Por último, com o alargamento a aplicação do princípio da livre circulação e da liberdade de estabelecimento no mercado único encontra-se provisoriamente limitado devido às derrogações decididas, que podem ir até sete anos e que têm como destinatários os nacionais dos novos Estados-Membros. Estas restrições prejudicam o livre funcionamento do mercado de trabalho na Europa alargada e podem penalizar os esforços de formação e de adaptação profissional desenvolvidos nesses novos Estados. Também os nacionais dos novos Estados-Membros que desejam iniciar a actividade como trabalhadores independentes na antiga Europa dos 15 se deparam com dificuldades.

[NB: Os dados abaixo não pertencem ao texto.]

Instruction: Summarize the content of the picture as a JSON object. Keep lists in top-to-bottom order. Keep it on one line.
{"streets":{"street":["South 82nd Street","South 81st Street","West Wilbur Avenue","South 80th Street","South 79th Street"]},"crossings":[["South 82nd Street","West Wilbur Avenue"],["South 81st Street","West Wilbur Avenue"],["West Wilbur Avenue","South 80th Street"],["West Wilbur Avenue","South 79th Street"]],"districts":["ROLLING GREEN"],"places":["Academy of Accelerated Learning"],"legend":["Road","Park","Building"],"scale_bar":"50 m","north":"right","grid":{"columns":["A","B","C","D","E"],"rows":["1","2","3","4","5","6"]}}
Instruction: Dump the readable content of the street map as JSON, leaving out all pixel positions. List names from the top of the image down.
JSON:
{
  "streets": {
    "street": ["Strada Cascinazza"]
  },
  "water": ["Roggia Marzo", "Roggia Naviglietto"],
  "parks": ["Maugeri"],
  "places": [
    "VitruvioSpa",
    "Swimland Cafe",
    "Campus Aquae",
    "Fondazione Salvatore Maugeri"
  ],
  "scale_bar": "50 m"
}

4.3   Uma união económica incompleta

4.3.1

A união monetária não acompanhou o crescimento económico dinâmico que deveria ter favorecido. Uma razão essencial prende-se com o facto de a ela não se ter seguido ainda uma verdadeira união económica. O embrião constituído pelo pacto de estabilidade e crescimento foi recentemente fonte de controvérsia, sendo desrespeitado por vários Estados-Membros, incluindo a Alemanha e a França, que ultrapassaram o limiar de 3 % de défice público. Surgiram interrogações sobre os efeitos do pacto (muito mais preciso no que respeita à estabilidade do que ao crescimento) na apatia da actividade económica. Para compensar as limitações do pacto, importaria desenvolver uma abordagem económica mais integrada, o que quase não existe actualmente com a coordenação ainda mínima das orientações gerais da política económica (OGPE).

4.3.2

O Eurogrupo, que reúne os Estados da zona euro, continua pouco estruturado, pouco dinâmico e de carácter sobretudo intergovernamental, face a um Banco Central Europeu baseado no modelo federal. O governo económico europeu continua na sua fase de projecto.

4.3.3

O próprio Conselho Economia-Finanças está longe de constituir um governo económico da UE, com os seus membros instalando-se de bom grado nos respectivos interesses nacionais e apoiados pela prática tradicional da unanimidade. Um exemplo claro é a falta de harmonização fiscal da Europa.

4.3.4

O Conselho Competitividade, que tem poucos anos de existência, não trabalha em estreita cooperação com o Conselho Economia-Finanças e tem dificuldade em levar a cabo de forma eficaz uma missão necessariamente pluridisciplinar, que interessa a todas as formações do Conselho.

4.3.5

É lamentável que o novo Tratado Constitucional se mostre tão pouco desenvolvido e inovador no que diz respeito ao aprofundar da união económica, ao contrário de muitas das suas disposições em outros domínios. Teria sido, pois, mais pertinente para a coesão e a convergência competitiva da economia europeia outorgar à Comissão o papel efectivo de apresentação de propostas e não de simples recomendações tanto em relação às grandes orientações de política económica como aos défices públicos.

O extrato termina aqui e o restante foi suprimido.